03/11/2014
Il fatto.
Un impiegato bancario deducendo di versare, all'epoca, in uno stato di grave prostrazione psicofisica per i disturbi ansioso-depressivi da cui era affetto ed ascrivibili anche all'ambiente lavorativo in cui aveva operato, convenne in giudizio il datore di lavoro chiedendo l'annullamento delle dimissioni rassegnate per incapacità naturale e la condanna della parte datoriale al pagamento di tutte le retribuzioni spettanti dalla data di risoluzione del rapporto sino alla riammissione in servizio nonché al risarcimento del danno alla integrità psicofisica ascrivibile alla condotta datoriale assunta in relazione alla vicenda risolutiva del rapporto.

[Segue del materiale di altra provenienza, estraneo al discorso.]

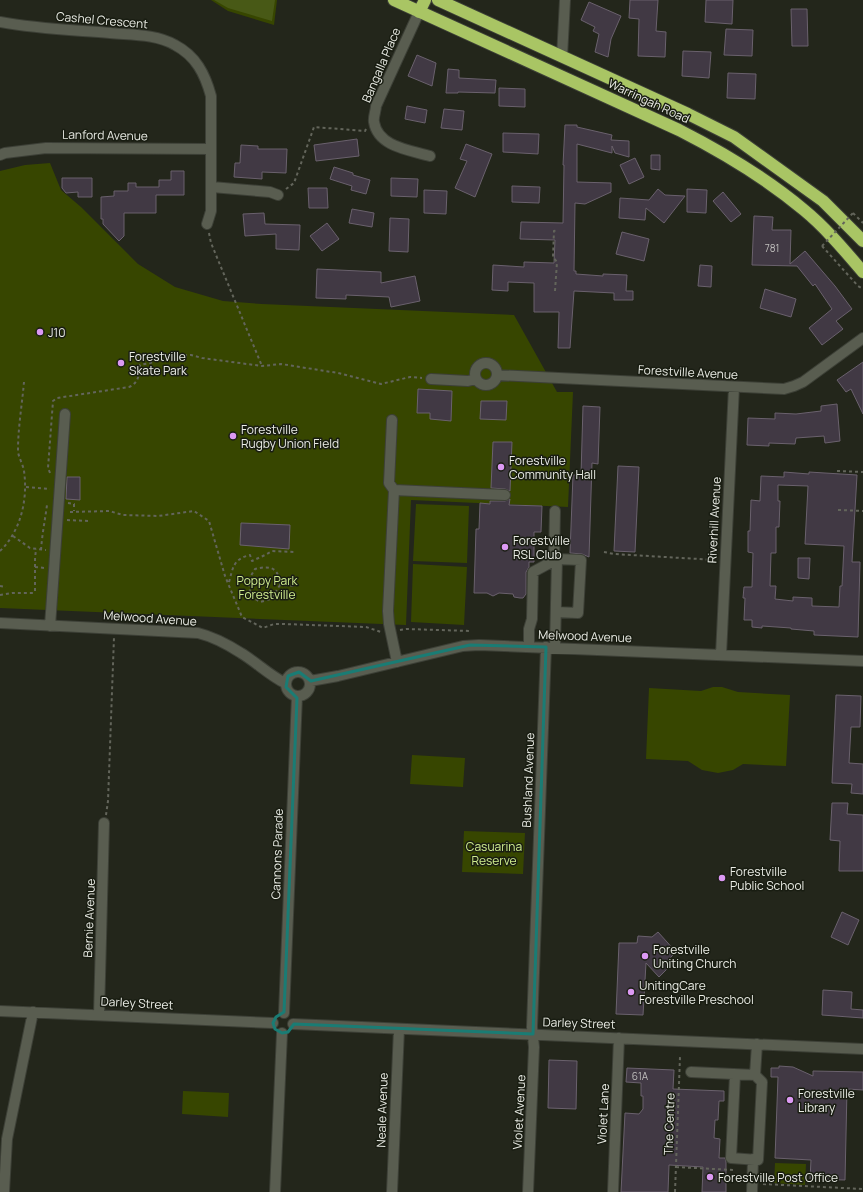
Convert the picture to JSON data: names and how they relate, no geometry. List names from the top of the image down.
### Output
{
  "streets": {
    "highway": ["Bangalla Place", "Warringah Road"],
    "street": [
      "Cashel Crescent",
      "Lanford Avenue",
      "Forestville Avenue",
      "Riverhill Avenue",
      "Melwood Avenue",
      "Bushland Avenue",
      "Cannons Parade",
      "Bernie Avenue",
      "Darley Street",
      "Neale Avenue",
      "Violet Avenue",
      "Violet Lane"
    ],
    "path": ["The Centre"]
  },
  "crossings": [
    ["Cashel Crescent", "Lanford Avenue"],
    ["Bangalla Place", "Warringah Road"],
    ["Forestville Avenue", "Riverhill Avenue"],
    ["Riverhill Avenue", "Melwood Avenue"],
    ["Melwood Avenue", "Bushland Avenue"],
    ["Melwood Avenue", "Cannons Parade"],
    ["Bushland Avenue", "Darley Street"],
    ["Bushland Avenue", "Violet Avenue"],
    ["Cannons Parade", "Darley Street"],
    ["Bernie Avenue", "Darley Street"],
    ["Darley Street", "Neale Avenue"],
    ["Darley Street", "Violet Avenue"],
    ["Darley Street", "Violet Lane"]
  ],
  "parks": ["Poppy Park Forestville", "Casuarina Reserve"],
  "places": [
    "J10",
    "Forestville Skate Park",
    "Forestville Rugby Union Field",
    "Forestville Community Hall",
    "Forestville RSL Club",
    "Forestville Public School",
    "Forestville Uniting Church",
    "UnitingCare Forestville Preschool",
    "Forestville Library",
    "Forestville Post Office"
  ],
  "house_numbers": ["781", "61A"]
}
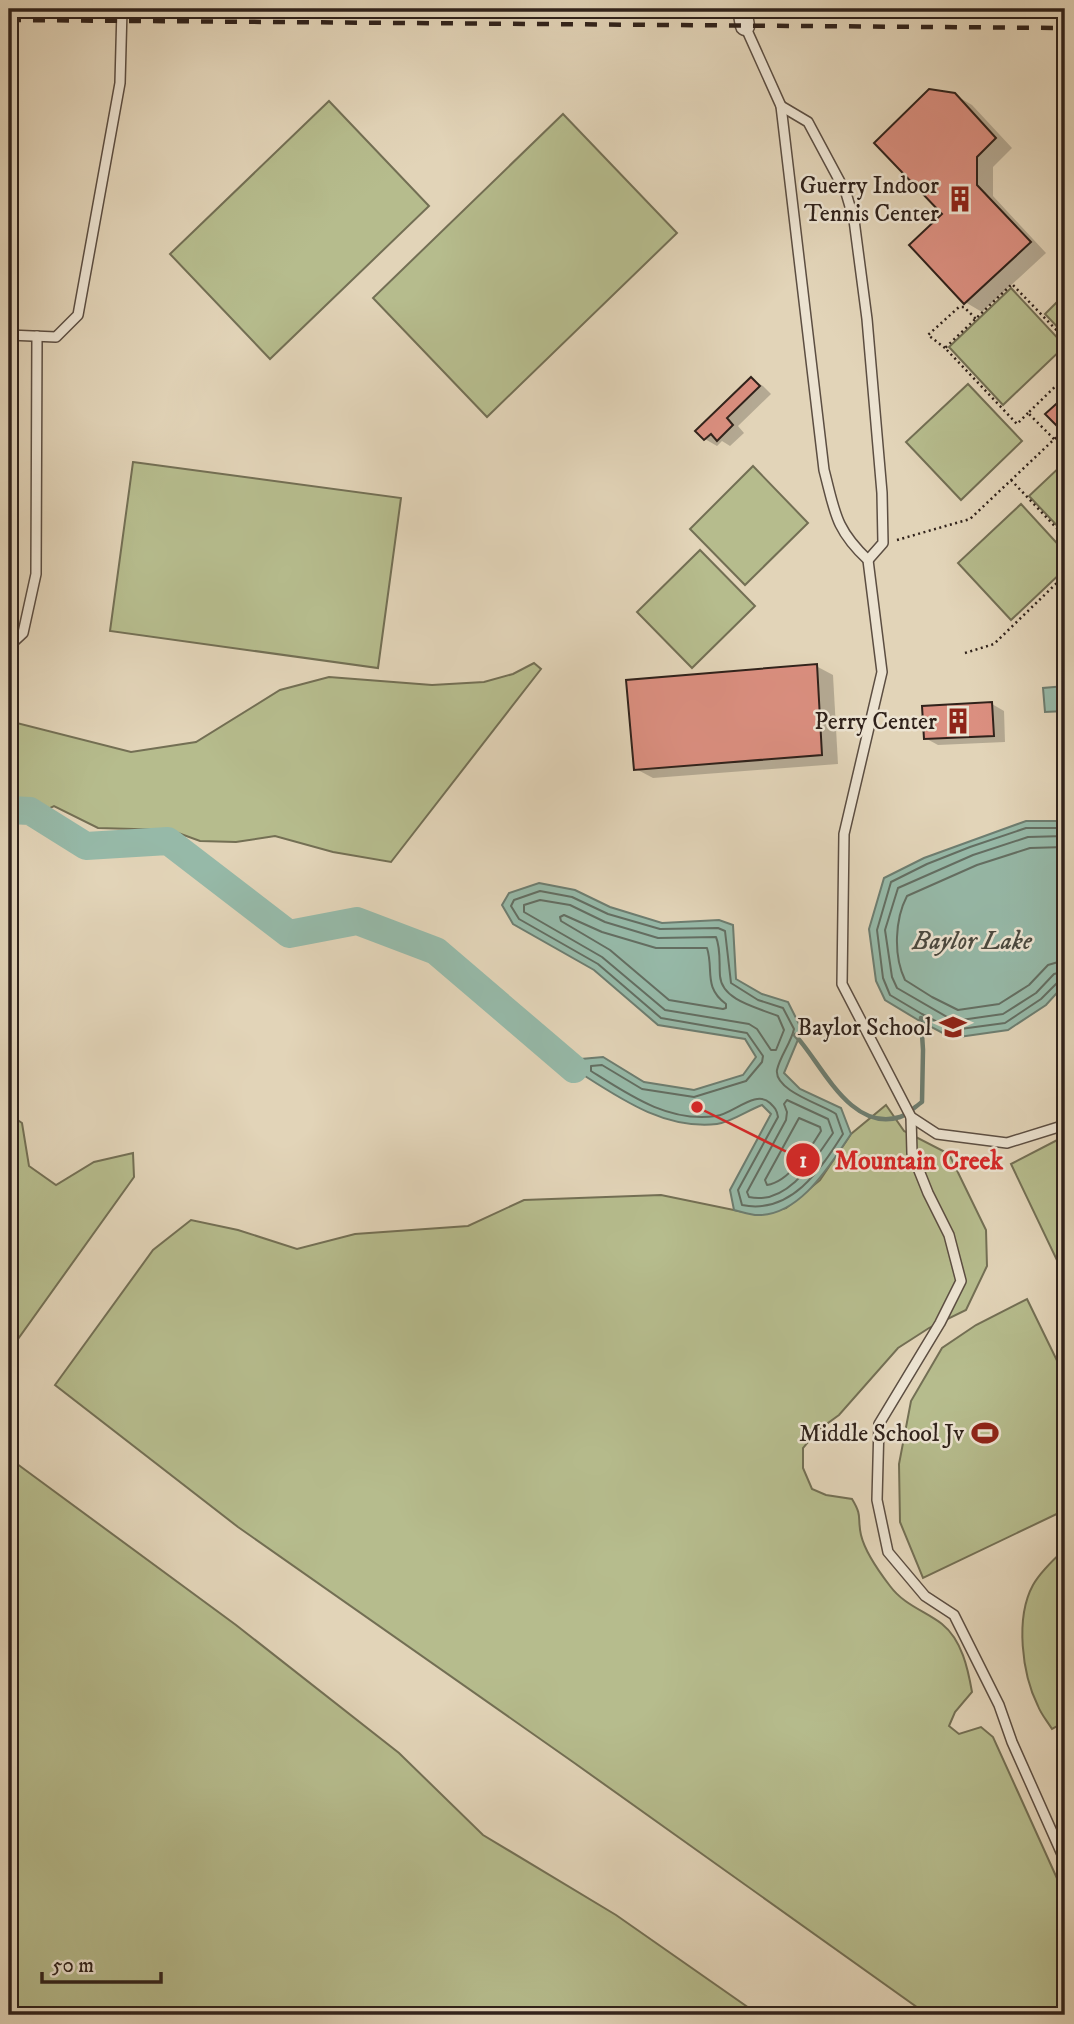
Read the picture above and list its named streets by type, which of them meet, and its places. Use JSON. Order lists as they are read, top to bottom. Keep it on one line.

Il tribunale respinse la domanda, confermata con sentenza dalla Corte d'Appello. Con ricorso alla Corte Suprema di Cassazione l'impiegato denuncia violazione e falsa applicazione dell'art.428 c.c. nonché insufficienza e contraddittorietà della motivazione.
La Corte di Cassazione ha respinto il ricorso dell'impiegato confermando la sentenza della corte d'appello che aveva correttamente applicato i principi di diritto perché “l'incapacità naturale del dipendente possa rilevare come causa di annullamento delle sue dimissioni, non è necessario che si abbia la totale privazione delle facoltà intellettive e volitive, ma è sufficiente che tali facoltà risultino diminuite in modo tale da impedire od ostacolare una seria valutazione dell'atto e la formazione di una volontà cosciente, facendo quindi venire meno la capacità di autodeterminazione del soggetto e la consapevolezza in ordine all'atto che sta per compiere. La valutazione in ordine alla gravità della diminuzione di tali capacità è riservata al giudice di merito e non è censurabile in cassazione se adeguatamente motivata" (vedi, fra le altre, Cass. 10 settembre 2011 n.17977). Nello specifico, così come riportato nello storico di lite, la Corte territoriale ha accertato, alla stregua degli espletati accertamenti medico-legali, che il B. era affetto da una sindrome ansioso-depressiva non definita dall'ausiliare nominato in prime cure, di tale gravità da far venire meno la capacità di autodeterminazione del soggetto e da seriamente inibire la sua capacità di valutazione dell'atto, al momento in cui aveva rassegnato le proprie dimissioni.” Corte di Cassazione, sez. Lavoro, sentenza 24 settembre – 28 ottobre 2014, n. 22836
Presidente Roselli – Relatore Lorito.
Dimissioni e maternità
La risoluzione consensuale del rapporto o la richiesta di dimissioni presentate dalla lavoratrice, durante il periodo di gravidanza, e dalla lavoratrice o dal lavoratore durante i primi tre anni di vita del bambino o nei primi tre anni di accoglienza del minore adottato o in affidamento, o, in caso di adozione internazionale, nei primi tre anni, devono essere convalidate dal servizio ispettivo del Ministero del lavoro e delle politiche sociali competente per territorio. A detta convalida e' sospensivamente condizionata l'efficacia della risoluzione del rapporto di lavoro.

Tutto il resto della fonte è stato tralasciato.